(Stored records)
────

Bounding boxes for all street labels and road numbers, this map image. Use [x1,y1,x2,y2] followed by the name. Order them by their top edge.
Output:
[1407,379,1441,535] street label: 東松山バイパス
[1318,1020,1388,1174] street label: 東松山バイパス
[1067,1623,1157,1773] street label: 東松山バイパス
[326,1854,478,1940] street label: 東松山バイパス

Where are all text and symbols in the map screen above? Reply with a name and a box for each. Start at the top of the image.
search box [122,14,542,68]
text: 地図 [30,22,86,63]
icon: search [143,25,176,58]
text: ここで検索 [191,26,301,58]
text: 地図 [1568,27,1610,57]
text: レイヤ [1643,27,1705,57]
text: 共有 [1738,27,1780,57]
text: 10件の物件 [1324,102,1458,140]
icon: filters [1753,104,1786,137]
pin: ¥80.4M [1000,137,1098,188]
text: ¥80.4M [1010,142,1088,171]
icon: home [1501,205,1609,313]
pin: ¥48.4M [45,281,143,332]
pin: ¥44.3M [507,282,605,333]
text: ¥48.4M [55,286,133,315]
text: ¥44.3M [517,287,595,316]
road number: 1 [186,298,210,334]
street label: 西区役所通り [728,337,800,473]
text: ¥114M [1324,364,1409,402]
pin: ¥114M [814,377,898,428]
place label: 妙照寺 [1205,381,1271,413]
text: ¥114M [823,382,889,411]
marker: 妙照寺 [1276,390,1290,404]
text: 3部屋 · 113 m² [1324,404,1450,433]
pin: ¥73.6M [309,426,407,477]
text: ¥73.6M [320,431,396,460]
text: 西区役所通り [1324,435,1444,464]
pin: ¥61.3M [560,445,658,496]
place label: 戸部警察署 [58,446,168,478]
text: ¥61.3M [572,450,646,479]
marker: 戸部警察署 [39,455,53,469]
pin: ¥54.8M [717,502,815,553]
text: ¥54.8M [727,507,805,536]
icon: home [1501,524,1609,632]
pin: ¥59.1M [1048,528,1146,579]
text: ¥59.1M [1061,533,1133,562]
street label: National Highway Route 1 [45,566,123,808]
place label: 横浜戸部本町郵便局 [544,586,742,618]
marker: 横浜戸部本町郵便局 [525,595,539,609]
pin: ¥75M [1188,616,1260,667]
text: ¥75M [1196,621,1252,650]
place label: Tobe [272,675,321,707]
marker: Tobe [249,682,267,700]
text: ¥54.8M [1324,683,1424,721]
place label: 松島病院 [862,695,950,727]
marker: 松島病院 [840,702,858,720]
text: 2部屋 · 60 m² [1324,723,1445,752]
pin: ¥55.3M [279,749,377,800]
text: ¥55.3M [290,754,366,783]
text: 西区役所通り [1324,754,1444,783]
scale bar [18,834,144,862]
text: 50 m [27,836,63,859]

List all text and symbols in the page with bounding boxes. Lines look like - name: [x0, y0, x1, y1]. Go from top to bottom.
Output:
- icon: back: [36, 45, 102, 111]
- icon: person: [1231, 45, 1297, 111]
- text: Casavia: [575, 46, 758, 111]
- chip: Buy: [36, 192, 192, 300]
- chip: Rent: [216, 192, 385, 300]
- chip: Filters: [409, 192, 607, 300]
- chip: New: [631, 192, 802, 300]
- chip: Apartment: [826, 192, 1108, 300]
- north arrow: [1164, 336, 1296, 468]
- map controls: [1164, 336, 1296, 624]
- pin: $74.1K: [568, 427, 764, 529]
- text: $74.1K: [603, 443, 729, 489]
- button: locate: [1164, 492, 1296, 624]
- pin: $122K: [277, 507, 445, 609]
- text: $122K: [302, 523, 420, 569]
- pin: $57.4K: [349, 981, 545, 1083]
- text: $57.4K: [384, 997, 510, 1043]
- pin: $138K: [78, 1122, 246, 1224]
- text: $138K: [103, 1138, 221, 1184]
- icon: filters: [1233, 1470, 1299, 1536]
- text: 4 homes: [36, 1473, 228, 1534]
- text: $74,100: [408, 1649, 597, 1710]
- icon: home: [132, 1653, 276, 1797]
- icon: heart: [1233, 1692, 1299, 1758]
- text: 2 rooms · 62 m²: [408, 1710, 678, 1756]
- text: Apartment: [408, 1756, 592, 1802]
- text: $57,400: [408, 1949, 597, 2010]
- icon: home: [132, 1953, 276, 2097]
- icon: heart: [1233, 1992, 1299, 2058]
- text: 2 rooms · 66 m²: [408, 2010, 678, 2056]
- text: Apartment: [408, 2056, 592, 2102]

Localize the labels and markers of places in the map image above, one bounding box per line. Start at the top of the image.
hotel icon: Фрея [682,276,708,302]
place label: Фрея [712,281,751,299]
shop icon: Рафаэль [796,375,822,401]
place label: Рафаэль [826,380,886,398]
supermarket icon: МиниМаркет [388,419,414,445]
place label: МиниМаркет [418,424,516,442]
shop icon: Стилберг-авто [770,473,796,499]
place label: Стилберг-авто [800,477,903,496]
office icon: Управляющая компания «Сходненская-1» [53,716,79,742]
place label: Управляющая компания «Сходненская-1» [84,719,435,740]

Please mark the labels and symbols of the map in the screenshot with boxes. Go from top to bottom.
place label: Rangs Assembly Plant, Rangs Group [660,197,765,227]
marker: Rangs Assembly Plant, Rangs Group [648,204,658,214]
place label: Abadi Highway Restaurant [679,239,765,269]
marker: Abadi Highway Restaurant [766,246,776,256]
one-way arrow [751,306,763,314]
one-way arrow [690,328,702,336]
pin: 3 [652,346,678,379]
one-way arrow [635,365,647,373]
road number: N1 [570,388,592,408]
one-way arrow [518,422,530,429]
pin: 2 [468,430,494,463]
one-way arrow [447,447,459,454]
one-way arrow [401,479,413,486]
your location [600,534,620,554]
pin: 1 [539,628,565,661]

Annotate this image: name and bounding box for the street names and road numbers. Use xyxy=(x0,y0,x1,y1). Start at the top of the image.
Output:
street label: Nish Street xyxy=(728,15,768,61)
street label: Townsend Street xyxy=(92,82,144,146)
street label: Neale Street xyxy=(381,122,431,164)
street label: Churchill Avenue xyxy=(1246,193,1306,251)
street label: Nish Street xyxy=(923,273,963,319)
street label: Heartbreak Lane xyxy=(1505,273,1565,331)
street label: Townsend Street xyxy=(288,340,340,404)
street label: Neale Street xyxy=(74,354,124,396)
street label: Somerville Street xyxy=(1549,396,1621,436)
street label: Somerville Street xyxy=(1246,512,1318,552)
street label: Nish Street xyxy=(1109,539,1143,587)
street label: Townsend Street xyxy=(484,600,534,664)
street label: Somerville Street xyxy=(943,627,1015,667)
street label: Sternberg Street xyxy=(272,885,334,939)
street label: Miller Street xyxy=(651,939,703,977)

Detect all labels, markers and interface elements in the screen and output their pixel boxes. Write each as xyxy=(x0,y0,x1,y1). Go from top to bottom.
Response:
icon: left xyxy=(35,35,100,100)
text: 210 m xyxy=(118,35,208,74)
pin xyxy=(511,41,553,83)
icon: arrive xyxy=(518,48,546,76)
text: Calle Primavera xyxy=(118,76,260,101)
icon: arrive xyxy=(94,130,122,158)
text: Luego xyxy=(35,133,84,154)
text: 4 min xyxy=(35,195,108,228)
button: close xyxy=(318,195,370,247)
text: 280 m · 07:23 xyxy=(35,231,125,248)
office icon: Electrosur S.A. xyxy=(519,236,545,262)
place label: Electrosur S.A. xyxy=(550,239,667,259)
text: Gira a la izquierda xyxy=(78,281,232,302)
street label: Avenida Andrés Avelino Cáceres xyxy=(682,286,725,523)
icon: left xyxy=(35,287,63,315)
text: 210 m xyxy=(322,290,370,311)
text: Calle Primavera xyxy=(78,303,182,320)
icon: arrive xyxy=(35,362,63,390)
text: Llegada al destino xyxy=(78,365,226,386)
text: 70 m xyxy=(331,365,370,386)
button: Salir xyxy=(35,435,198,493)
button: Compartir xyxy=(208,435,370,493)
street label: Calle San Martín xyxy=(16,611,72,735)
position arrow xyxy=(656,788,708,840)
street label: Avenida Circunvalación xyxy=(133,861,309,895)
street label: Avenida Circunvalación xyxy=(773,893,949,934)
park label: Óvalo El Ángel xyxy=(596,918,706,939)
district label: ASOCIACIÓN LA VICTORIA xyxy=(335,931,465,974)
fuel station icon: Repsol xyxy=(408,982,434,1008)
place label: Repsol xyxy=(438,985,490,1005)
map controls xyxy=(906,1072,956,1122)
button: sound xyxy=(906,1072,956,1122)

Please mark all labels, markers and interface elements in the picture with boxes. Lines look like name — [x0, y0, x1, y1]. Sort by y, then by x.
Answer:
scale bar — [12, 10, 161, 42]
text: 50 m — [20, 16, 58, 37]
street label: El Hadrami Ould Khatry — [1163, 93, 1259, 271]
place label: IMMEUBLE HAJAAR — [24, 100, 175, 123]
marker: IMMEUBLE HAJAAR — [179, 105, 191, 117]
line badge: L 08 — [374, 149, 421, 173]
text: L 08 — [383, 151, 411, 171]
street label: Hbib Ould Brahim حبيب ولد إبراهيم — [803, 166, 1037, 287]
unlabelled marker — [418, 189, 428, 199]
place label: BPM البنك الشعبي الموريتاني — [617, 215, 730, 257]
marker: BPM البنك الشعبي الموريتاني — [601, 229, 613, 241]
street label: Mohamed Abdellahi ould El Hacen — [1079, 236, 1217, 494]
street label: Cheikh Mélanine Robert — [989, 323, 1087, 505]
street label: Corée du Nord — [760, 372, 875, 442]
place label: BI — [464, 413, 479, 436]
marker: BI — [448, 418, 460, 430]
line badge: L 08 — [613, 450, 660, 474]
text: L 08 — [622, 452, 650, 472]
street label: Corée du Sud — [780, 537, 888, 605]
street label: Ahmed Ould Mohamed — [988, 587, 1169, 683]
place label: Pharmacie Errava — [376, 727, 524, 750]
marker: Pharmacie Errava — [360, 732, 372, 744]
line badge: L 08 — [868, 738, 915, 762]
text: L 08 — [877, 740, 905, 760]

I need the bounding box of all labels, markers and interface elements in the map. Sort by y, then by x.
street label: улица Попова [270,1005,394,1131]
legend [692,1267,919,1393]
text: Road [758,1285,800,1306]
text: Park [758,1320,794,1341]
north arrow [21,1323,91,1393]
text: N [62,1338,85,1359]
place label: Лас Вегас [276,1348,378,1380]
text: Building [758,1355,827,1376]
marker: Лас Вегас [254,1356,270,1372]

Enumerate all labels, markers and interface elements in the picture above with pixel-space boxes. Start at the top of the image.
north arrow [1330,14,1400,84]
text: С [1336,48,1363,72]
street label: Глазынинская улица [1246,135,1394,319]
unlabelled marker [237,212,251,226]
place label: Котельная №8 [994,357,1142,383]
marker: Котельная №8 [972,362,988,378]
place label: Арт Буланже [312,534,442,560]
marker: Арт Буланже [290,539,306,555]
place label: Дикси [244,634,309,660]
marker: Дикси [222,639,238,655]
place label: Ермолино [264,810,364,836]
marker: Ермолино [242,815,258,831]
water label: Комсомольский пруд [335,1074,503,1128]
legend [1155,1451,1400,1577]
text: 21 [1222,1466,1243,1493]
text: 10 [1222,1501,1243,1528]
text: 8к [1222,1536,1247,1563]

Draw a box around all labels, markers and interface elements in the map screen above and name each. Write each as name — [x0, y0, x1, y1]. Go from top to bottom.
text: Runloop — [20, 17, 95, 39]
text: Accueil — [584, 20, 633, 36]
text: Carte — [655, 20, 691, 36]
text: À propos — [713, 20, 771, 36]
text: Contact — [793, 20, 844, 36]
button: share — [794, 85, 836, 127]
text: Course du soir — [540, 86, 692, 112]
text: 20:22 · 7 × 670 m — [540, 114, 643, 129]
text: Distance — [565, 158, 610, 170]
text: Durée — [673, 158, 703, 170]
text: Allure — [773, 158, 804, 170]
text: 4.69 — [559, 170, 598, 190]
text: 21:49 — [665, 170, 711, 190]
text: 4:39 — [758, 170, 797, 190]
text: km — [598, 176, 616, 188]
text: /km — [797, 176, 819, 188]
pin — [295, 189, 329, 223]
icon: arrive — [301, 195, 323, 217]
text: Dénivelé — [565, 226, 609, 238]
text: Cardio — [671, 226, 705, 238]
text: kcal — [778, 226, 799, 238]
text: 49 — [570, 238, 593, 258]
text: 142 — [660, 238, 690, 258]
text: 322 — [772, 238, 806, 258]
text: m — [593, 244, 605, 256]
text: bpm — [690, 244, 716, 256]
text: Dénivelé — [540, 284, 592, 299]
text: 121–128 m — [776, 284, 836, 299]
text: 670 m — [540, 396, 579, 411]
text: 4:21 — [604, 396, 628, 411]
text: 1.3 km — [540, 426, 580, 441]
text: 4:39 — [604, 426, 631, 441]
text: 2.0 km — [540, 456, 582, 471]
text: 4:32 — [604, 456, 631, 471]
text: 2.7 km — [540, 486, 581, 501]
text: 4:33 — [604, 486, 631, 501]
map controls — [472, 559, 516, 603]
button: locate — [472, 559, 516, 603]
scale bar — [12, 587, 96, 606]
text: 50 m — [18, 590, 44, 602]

────

** Goal of the exercise **
Search the records for the string "boxes", and copy every line that holds it.

** Response below **
Bounding boxes for all street labels and road numbers, this map image. Use [x1,y1,x2,y2] followed by the name. Order them by their top edge.
List all text and symbols in the page with bounding boxes. Lines look like - name: [x0, y0, x1, y1]. Go from top to bottom.
Please mark the labels and symbols of the map in the screenshot with boxes. Go from top to bottom.
Detect all labels, markers and interface elements in the screen and output their pixel boxes. Write each as xyxy=(x0,y0,x1,y1). Go from top to bottom.
Please mark all labels, markers and interface elements in the picture with boxes. Lines look like name — [x0, y0, x1, y1]. Sort by y, then by x.
Enumerate all labels, markers and interface elements in the picture above with pixel-space boxes. Start at the top of the image.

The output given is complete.